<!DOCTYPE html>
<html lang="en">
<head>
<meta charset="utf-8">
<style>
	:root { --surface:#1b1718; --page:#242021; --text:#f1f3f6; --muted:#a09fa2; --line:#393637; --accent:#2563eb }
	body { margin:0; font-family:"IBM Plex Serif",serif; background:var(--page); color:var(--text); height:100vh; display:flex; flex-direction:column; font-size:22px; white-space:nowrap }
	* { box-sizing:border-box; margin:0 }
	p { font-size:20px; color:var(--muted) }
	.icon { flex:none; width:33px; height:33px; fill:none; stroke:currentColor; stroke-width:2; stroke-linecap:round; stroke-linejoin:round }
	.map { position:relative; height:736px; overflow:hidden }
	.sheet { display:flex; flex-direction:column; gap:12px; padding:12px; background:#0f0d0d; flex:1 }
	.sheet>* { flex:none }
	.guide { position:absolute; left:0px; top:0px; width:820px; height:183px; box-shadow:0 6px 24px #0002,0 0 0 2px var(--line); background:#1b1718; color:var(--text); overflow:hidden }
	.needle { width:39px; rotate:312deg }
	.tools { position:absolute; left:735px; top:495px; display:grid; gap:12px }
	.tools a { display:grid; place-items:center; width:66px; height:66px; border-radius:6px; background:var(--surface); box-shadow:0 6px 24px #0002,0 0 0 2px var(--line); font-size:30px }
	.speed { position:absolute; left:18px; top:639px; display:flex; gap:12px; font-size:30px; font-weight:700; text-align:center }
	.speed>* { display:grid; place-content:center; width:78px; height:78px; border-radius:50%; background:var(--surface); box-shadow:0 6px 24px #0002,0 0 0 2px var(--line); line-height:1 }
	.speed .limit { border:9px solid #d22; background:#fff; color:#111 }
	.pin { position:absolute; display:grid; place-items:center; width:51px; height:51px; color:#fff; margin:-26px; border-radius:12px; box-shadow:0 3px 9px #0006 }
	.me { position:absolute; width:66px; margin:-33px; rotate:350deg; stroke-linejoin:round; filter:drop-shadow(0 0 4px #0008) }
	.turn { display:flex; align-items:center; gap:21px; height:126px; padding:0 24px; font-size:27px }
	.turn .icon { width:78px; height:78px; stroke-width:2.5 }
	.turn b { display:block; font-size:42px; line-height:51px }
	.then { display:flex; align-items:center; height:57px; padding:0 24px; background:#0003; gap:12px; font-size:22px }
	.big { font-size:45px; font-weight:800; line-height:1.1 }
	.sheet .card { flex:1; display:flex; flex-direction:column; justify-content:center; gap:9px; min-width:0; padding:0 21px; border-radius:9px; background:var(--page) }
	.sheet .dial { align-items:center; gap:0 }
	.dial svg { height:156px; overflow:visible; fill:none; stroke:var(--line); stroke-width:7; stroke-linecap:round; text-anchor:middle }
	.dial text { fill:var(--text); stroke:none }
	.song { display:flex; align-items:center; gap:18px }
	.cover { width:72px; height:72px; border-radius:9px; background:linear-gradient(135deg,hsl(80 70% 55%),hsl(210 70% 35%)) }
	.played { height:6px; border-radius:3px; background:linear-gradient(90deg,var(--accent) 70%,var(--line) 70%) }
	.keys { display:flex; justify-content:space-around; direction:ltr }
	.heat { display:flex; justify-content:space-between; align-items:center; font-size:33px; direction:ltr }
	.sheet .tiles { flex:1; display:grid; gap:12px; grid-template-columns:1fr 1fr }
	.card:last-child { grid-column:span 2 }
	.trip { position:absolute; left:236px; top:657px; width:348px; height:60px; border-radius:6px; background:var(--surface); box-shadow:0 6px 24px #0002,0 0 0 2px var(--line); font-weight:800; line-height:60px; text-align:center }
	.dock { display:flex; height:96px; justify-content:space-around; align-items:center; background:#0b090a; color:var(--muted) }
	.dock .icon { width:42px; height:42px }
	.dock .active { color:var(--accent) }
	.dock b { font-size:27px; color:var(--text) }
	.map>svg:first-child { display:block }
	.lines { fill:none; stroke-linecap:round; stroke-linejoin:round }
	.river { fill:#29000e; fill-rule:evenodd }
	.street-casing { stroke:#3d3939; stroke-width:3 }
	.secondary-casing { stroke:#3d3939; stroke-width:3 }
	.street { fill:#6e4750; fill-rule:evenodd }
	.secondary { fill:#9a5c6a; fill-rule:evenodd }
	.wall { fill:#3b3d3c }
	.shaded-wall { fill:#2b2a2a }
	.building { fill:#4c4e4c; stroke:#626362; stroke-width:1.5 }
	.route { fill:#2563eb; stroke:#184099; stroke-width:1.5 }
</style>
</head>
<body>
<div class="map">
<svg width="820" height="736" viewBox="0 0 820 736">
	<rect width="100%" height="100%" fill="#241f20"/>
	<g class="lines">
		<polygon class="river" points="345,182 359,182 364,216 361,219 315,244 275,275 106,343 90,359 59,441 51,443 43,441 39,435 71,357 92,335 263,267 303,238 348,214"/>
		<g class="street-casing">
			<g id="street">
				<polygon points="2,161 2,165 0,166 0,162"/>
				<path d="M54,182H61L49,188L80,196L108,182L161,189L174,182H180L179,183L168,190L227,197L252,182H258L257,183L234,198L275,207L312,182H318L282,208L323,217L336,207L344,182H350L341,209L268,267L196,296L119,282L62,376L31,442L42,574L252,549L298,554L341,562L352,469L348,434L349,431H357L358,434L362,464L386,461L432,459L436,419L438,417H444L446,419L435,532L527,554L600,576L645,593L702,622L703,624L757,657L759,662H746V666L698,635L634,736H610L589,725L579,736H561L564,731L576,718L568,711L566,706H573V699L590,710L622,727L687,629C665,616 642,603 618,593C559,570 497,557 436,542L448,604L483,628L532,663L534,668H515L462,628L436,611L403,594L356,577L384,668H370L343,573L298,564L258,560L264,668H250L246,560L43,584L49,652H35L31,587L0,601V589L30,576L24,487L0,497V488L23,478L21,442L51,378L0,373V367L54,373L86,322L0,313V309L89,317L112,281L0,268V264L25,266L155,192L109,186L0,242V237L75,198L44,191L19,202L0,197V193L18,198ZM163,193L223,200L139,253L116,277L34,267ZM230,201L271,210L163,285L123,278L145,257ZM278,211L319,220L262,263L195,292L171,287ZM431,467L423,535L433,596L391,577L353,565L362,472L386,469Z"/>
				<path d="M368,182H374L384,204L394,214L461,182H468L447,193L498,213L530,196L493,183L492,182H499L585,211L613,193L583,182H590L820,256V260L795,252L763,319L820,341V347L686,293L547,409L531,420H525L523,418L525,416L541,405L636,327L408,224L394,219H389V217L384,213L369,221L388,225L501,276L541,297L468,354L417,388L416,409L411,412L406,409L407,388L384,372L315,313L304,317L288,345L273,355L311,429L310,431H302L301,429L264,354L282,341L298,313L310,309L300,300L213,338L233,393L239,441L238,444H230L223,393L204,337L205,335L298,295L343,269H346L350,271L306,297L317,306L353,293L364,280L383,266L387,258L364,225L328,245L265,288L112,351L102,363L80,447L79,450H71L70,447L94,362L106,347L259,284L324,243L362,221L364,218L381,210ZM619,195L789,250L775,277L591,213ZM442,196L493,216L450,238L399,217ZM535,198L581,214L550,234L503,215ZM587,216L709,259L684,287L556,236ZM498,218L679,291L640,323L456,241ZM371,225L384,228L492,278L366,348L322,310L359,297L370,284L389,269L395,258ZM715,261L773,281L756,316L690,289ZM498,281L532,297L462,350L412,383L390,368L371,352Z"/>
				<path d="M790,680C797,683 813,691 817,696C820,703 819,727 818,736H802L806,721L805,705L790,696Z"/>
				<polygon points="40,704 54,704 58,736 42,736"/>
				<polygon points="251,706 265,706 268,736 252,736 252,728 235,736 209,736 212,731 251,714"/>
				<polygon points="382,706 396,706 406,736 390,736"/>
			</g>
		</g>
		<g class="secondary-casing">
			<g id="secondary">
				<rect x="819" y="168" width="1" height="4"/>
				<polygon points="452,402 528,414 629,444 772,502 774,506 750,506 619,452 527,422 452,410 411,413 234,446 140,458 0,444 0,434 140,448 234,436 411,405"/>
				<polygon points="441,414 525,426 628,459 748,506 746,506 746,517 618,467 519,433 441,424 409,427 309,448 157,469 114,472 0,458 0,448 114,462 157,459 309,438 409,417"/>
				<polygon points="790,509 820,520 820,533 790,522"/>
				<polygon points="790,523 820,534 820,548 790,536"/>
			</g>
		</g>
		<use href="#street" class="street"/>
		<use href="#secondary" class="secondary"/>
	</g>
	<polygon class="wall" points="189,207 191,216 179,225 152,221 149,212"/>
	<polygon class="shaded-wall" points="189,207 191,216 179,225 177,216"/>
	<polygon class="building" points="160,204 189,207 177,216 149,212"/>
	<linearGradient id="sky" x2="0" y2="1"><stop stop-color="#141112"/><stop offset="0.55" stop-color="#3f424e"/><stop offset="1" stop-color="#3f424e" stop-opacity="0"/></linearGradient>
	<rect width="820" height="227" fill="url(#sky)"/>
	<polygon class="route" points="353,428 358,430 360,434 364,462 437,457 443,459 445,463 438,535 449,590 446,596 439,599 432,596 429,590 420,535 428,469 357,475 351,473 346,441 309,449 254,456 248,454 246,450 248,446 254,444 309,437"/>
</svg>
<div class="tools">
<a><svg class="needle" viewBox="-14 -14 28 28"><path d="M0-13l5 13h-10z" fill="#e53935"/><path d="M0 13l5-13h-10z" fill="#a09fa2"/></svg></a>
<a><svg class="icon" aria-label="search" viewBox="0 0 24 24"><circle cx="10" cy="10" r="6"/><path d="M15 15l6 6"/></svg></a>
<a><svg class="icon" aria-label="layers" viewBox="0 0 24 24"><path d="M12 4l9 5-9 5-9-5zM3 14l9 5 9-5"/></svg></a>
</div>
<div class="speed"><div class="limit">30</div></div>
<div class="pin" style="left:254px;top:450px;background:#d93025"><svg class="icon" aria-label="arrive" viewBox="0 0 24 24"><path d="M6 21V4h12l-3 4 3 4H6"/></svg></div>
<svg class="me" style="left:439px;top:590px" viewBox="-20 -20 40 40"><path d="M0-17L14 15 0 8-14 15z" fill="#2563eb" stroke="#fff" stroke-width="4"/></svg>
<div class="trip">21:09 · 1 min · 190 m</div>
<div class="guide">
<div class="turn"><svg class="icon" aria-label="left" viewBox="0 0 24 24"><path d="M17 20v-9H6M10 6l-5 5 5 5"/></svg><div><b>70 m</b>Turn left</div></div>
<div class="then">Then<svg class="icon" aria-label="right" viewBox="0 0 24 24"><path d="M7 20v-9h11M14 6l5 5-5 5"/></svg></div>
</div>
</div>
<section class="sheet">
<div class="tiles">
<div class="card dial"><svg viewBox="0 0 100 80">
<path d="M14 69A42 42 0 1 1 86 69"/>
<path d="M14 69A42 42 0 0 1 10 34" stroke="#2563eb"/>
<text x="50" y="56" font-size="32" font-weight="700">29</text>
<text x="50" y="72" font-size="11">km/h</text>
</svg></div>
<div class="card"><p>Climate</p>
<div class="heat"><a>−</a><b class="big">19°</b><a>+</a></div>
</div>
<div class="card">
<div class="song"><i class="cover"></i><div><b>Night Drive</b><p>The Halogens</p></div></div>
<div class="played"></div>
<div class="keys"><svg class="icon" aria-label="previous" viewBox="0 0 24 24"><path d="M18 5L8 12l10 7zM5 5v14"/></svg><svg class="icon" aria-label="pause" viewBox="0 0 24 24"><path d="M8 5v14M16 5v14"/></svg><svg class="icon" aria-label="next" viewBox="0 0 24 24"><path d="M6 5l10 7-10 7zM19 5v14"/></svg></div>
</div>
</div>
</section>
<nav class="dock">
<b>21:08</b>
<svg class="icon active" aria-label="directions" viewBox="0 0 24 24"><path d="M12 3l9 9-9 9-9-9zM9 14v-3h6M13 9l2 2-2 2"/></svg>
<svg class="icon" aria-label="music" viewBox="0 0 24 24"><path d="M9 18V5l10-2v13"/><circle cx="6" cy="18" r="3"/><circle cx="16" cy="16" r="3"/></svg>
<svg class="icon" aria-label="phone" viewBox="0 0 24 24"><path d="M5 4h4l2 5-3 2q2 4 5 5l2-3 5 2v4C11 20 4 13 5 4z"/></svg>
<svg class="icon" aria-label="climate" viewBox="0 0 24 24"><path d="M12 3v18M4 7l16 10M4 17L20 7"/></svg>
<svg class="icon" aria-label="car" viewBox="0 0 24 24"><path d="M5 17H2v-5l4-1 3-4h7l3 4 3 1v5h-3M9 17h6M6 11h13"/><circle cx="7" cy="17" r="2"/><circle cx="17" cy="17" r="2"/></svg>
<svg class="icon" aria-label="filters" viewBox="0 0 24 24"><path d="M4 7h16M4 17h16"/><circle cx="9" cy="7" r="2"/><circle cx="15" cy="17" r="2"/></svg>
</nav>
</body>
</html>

□ □ □ □ □ □ □

ACTIVITY:
Beginning at the top of the data, extract each line through the line containing "--surface:#1b1718; --page:#242021; --text:#f1f3f6;" and return those lines exactly, with nothing added.

TASK ANSWER:
<!DOCTYPE html>
<html lang="en">
<head>
<meta charset="utf-8">
<style>
	:root { --surface:#1b1718; --page:#242021; --text:#f1f3f6; --muted:#a09fa2; --line:#393637; --accent:#2563eb }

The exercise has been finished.